Parsing Untrusted Input with Elixir

I’ve spent a lot of time in the past year learning PureScript and it has drastically changed the way I think about programming in general. The biggest change in my thinking is described by the excellent blog post Parse, don’t validate.

The most important passage in the post, I think, is this:

Consider: what is a parser? Really, a parser is just a function that consumes less-structured input and produces more-structured output.

I think a lot about trying to produce more-structured data at the edges of the systems I’m building. In a strongly-typed language like PureScript, this often means building a parser to take some JSON input and turn it into a custom data type via a parser combinator library. I’m now building systems with Elixir at work and here the concept of “parsing” is more fuzzy. Still, we end up with some untrusted input from the outside world that we need to process. In this post we’ll assume this untrusted input represents JSON in the form of an elixir map produced by a Plug.Parser.

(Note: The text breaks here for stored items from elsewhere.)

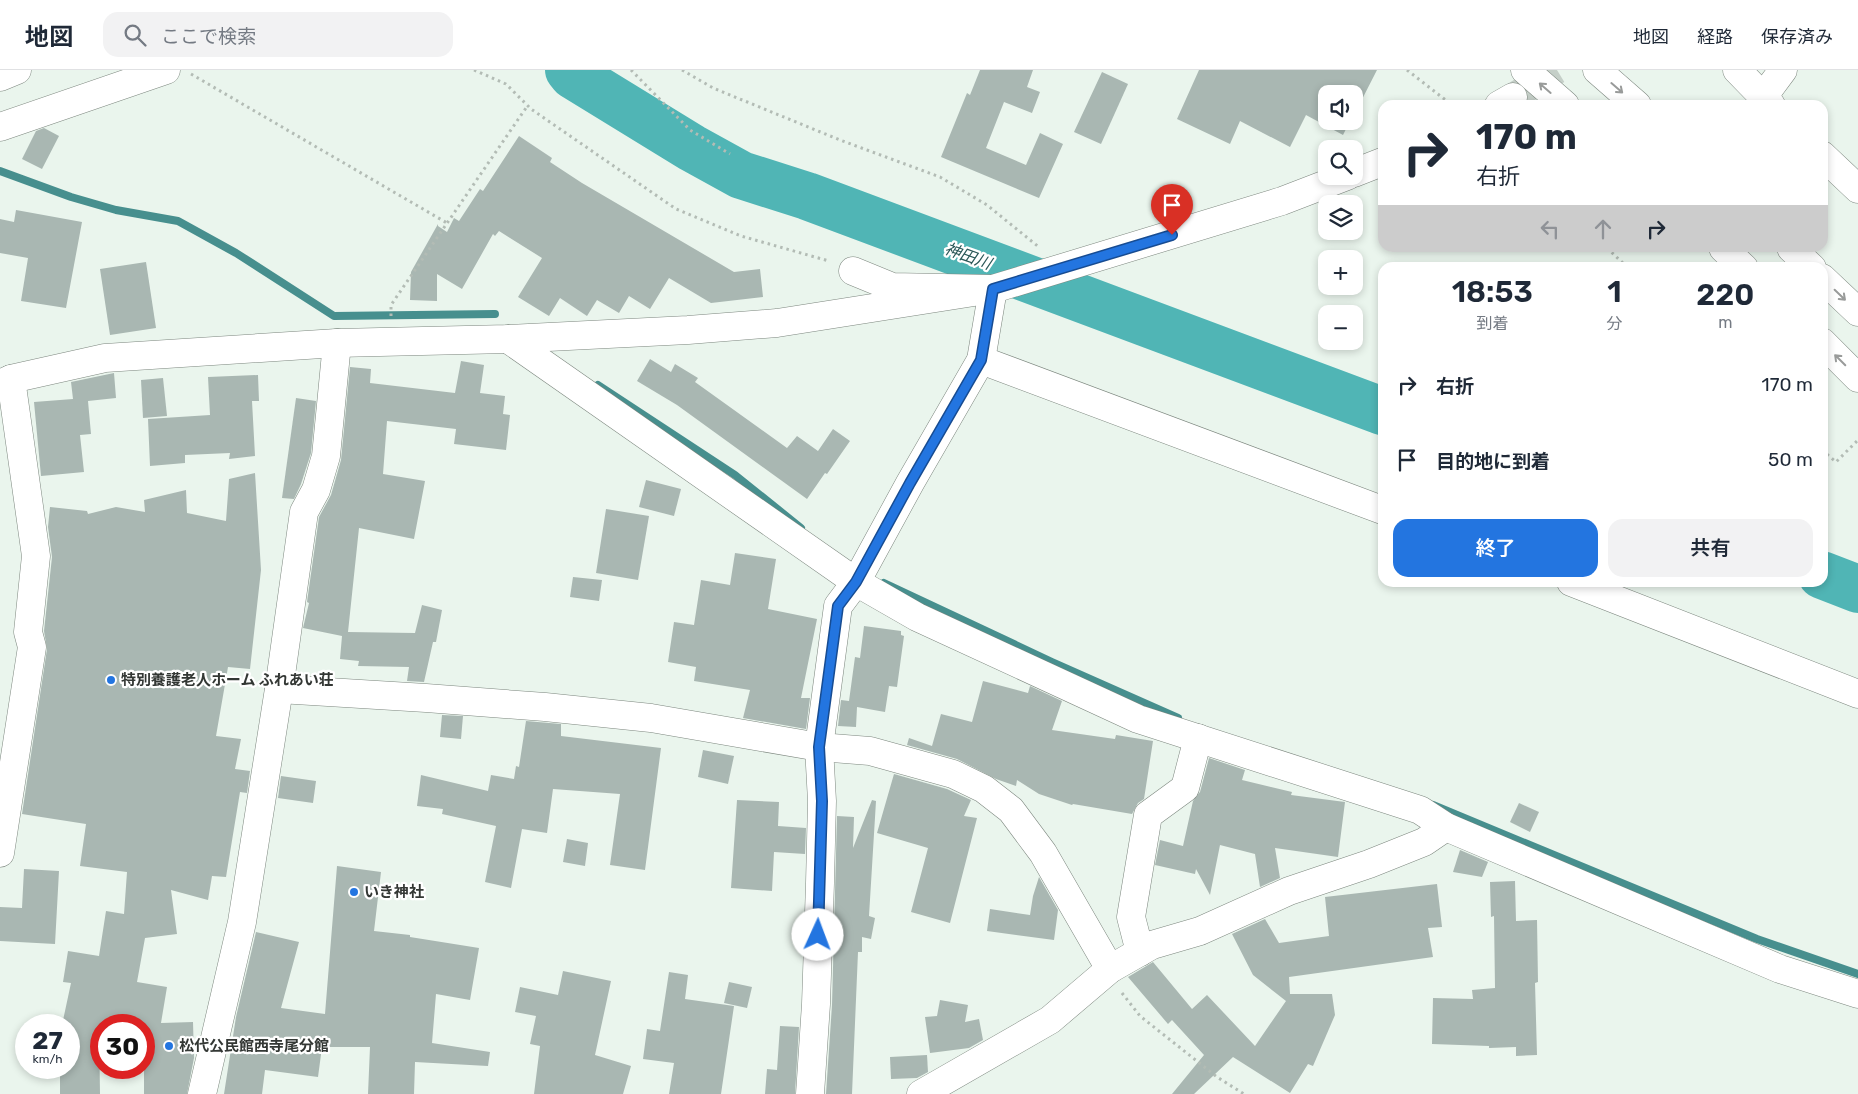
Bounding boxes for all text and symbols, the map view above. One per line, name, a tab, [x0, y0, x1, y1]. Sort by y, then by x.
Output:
search box	[103, 12, 453, 57]
icon: search	[121, 21, 149, 49]
text: 地図	[25, 23, 73, 51]
text: ここで検索	[161, 25, 256, 48]
text: 地図	[1633, 26, 1669, 48]
text: 経路	[1697, 26, 1733, 48]
text: 保存済み	[1761, 26, 1833, 48]
one-way arrow	[1539, 82, 1552, 93]
one-way arrow	[1610, 82, 1623, 93]
map controls	[1318, 85, 1363, 350]
button: sound	[1318, 85, 1363, 130]
text: 170 m	[1476, 116, 1577, 158]
icon: right	[1393, 120, 1458, 185]
button: search	[1318, 140, 1363, 185]
text: 右折	[1476, 163, 1520, 190]
pin	[1151, 184, 1193, 235]
icon: arrive	[1158, 191, 1186, 219]
button: layers	[1318, 195, 1363, 240]
icon: left	[1536, 215, 1564, 243]
icon: ahead	[1589, 215, 1617, 243]
icon: right	[1642, 215, 1670, 243]
water label: 神田川	[942, 239, 996, 274]
button: +	[1318, 250, 1363, 295]
text: 18:53	[1452, 274, 1533, 310]
text: 1	[1607, 274, 1622, 310]
text: 220	[1696, 277, 1754, 313]
one-way arrow	[1834, 289, 1847, 301]
button: −	[1318, 305, 1363, 350]
text: m	[1718, 313, 1732, 332]
text: 到着	[1476, 314, 1508, 333]
text: 分	[1607, 314, 1623, 333]
one-way arrow	[1834, 354, 1846, 366]
icon: right	[1393, 371, 1421, 399]
text: 170 m	[1762, 373, 1813, 396]
text: 右折	[1436, 375, 1474, 398]
icon: arrive	[1393, 446, 1421, 474]
text: 50 m	[1768, 448, 1813, 471]
text: 目的地に到着	[1436, 450, 1550, 473]
button: 終了	[1393, 519, 1598, 577]
button: 共有	[1608, 519, 1813, 577]
place label: 特別養護老人ホーム ふれあい荘	[121, 671, 334, 689]
marker: 特別養護老人ホーム ふれあい荘	[105, 674, 117, 686]
place label: いき神社	[364, 883, 424, 901]
marker: いき神社	[348, 886, 360, 898]
position arrow	[791, 908, 843, 960]
speed limit sign: 30	[90, 1014, 155, 1079]
text: 27	[32, 1026, 63, 1055]
place label: 松代公民館西寺尾分館	[179, 1037, 329, 1055]
marker: 松代公民館西寺尾分館	[163, 1040, 175, 1052]
text: km/h	[33, 1052, 62, 1066]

Even though we say that JSON has been “parsed” into a map, the structure of this map is still completely untrusted. We have no idea if the keys we require in the map’s structure are present nor if the values are semantically correct. We’ll cover a simple technique to parse this untrusted map into a trusted struct.

Tools of the Trade

We’ll use two libraries to help us build our parser:

  1. Ecto
  2. TypedEctoSchema

The TypedEctoSchema library isn’t strictly necessary but I’ve found the benefits of generating a typespec for my structs very compelling.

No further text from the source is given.